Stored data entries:
----------

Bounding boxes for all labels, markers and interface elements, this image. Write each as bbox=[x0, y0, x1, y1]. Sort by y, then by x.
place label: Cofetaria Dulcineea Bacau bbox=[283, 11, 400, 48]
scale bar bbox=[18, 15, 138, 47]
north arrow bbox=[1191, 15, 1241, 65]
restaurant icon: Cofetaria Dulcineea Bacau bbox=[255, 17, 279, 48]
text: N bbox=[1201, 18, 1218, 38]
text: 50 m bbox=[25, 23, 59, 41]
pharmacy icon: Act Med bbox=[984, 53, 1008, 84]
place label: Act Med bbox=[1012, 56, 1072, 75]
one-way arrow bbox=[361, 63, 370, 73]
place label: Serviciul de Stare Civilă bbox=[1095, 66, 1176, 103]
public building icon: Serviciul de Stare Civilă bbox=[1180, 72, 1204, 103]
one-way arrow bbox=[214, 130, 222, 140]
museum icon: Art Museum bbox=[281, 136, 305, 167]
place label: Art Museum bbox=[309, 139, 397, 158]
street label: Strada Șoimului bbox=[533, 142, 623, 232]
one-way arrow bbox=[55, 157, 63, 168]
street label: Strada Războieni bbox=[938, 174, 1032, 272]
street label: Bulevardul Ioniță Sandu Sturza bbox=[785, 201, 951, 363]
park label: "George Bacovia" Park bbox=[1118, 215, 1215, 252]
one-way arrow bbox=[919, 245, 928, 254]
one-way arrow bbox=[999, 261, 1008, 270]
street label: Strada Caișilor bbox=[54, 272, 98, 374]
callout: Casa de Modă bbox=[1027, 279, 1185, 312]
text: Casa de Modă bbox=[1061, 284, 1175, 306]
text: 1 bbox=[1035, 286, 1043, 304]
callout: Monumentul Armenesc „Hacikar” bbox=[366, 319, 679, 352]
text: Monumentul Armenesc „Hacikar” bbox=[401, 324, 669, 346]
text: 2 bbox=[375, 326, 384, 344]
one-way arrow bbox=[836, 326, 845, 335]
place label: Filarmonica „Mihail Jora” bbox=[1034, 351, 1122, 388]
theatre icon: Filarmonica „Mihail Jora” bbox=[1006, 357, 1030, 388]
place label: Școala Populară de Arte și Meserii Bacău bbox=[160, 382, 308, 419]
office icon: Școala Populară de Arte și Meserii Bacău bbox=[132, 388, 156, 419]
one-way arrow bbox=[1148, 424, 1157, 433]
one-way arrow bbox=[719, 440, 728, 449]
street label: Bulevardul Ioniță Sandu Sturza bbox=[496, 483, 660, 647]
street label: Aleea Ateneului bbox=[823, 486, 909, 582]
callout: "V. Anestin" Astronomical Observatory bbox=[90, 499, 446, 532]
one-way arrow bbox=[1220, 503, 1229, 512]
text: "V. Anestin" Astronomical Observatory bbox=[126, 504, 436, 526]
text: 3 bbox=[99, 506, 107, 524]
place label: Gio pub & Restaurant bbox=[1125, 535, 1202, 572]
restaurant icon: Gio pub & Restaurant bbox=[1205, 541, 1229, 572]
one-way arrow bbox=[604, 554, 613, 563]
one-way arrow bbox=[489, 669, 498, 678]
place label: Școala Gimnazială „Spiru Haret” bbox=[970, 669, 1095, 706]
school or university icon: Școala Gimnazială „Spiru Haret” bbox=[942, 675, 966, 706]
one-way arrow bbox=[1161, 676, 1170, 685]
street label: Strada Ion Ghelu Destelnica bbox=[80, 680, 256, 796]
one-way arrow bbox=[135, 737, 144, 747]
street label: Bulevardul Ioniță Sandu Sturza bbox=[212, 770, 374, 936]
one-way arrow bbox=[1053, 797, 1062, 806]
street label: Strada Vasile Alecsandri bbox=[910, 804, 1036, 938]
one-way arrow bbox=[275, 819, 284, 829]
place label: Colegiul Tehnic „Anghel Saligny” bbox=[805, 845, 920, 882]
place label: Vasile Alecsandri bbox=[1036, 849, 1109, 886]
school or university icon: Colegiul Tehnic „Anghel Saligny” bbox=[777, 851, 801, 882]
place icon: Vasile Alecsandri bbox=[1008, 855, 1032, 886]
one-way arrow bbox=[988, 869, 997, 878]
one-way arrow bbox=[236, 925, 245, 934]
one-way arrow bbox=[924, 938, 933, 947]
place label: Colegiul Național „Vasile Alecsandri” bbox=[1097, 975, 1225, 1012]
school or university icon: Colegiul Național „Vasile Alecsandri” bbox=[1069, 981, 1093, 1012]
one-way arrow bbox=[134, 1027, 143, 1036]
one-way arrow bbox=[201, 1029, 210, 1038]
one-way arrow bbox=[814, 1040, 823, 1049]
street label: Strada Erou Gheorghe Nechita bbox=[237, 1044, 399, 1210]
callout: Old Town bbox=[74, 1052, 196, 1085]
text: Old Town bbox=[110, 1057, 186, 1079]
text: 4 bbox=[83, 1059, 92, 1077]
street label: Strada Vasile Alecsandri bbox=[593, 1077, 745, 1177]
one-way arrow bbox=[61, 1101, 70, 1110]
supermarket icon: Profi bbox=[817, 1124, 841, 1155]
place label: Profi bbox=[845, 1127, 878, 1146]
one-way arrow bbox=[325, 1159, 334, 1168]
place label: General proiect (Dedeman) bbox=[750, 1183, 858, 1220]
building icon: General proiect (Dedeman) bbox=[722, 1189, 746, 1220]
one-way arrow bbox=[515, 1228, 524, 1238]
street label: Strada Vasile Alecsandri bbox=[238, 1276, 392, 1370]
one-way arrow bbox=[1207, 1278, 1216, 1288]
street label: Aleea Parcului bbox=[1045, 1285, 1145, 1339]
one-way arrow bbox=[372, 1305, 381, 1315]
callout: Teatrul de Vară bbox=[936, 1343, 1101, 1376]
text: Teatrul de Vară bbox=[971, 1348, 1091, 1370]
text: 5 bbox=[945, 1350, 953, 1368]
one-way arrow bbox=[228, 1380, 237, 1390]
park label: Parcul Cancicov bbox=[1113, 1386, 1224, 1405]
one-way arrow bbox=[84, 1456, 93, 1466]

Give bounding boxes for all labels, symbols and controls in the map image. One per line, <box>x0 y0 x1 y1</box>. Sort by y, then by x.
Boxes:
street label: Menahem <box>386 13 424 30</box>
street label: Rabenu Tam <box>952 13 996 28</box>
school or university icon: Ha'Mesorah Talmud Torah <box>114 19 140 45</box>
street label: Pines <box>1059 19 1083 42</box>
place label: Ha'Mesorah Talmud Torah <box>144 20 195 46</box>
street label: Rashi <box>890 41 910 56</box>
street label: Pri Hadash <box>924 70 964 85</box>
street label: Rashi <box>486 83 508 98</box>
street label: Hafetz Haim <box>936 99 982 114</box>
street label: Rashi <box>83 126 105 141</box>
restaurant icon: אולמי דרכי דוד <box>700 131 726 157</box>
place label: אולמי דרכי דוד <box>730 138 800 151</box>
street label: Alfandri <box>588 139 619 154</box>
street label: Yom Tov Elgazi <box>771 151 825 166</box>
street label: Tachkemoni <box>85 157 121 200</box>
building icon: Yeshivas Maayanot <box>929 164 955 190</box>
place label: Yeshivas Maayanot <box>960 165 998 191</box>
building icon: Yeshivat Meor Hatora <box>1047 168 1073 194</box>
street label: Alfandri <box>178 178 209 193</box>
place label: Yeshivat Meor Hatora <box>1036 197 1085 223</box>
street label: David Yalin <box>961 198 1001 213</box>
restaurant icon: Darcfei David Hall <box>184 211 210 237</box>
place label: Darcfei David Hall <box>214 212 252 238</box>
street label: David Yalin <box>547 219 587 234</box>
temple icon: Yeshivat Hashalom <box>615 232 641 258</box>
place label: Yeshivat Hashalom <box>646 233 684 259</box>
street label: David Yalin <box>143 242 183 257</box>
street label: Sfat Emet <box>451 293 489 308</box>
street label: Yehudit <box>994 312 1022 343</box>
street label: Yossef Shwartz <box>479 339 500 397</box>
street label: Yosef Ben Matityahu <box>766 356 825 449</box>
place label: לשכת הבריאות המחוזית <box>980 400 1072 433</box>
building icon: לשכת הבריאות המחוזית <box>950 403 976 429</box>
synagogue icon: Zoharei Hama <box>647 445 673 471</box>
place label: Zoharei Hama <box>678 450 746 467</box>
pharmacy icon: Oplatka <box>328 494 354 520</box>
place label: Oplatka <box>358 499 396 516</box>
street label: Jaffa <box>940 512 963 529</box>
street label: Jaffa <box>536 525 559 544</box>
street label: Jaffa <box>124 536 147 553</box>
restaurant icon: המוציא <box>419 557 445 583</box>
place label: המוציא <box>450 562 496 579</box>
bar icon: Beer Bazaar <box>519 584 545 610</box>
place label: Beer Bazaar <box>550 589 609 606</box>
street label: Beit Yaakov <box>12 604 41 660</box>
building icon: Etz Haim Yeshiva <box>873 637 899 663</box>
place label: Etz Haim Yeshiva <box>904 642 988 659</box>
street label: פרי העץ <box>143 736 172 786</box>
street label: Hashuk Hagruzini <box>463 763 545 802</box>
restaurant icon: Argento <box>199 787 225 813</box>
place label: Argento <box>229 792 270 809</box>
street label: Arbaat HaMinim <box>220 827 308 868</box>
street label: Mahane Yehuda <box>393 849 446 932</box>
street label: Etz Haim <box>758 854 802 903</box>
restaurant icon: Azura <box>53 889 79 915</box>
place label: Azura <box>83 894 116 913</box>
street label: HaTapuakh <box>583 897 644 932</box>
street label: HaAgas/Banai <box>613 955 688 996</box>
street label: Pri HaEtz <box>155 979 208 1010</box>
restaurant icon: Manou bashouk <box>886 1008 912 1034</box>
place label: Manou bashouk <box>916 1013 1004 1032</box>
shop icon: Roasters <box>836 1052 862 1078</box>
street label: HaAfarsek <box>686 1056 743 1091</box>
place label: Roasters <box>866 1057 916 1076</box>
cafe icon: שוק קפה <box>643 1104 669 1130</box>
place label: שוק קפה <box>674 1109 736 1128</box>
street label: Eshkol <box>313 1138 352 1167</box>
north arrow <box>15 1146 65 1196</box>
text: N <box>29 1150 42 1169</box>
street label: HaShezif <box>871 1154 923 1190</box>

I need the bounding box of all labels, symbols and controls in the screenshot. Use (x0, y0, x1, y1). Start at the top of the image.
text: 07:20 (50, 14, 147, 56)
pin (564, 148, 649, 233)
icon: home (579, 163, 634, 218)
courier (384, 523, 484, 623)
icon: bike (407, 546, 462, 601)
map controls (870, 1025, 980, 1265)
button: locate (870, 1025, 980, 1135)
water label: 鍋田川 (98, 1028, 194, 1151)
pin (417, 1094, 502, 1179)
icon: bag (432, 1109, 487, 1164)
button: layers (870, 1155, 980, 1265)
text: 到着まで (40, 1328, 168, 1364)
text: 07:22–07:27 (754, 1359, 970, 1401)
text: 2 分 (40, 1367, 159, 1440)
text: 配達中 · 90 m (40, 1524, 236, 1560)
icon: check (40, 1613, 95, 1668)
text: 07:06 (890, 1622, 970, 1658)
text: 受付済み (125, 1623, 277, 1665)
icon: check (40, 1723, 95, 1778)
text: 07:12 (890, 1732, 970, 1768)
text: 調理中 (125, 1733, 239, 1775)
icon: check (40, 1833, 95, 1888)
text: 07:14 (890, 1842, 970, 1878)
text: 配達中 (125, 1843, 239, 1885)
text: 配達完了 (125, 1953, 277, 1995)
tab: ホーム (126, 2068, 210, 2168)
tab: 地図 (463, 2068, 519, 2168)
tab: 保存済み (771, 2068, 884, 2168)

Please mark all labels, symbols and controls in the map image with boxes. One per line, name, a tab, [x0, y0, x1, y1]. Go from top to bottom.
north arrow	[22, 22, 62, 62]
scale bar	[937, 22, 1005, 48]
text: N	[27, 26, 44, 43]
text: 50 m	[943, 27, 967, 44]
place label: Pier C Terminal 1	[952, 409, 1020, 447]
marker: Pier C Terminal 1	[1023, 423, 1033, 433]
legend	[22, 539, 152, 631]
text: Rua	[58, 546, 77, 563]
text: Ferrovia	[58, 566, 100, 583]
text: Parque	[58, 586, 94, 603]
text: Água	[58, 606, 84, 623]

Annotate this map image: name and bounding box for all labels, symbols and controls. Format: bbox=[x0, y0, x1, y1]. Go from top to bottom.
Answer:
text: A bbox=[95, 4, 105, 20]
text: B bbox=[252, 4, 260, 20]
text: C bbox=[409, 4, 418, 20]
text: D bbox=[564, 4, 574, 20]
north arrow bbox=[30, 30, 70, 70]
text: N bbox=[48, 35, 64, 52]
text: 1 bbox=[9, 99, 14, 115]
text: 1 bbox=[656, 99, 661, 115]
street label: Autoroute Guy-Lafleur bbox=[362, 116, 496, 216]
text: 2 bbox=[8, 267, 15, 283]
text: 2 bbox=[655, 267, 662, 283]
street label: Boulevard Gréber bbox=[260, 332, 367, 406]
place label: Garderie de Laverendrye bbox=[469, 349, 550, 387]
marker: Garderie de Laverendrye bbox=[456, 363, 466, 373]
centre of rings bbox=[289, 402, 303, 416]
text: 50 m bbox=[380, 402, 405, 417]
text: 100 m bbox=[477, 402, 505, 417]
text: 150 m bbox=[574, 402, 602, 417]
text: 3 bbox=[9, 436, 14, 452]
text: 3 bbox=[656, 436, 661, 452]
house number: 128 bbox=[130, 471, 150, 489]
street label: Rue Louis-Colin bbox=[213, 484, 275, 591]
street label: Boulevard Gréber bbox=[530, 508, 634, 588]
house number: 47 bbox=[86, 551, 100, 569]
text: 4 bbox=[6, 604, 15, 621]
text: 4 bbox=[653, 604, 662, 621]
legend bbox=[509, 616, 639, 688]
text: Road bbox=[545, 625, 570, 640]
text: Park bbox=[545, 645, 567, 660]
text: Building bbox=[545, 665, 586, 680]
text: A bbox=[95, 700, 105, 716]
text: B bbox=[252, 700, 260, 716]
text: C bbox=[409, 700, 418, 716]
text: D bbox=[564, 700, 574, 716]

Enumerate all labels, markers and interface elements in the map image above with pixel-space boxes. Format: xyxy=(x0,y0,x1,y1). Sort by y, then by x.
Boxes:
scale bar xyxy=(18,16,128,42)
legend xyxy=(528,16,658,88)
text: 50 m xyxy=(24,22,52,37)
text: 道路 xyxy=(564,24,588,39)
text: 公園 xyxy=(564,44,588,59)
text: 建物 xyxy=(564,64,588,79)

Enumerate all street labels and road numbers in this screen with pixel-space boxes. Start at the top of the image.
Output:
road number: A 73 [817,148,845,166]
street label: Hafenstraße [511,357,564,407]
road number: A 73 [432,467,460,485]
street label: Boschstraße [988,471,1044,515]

----------

● **EXERCISE**:
From the entries above, pull out each line that includes "המחוזית".

● **EXPECTED OUTPUT**:
place label: לשכת הבריאות המחוזית <box>980 400 1072 433</box>
building icon: לשכת הבריאות המחוזית <box>950 403 976 429</box>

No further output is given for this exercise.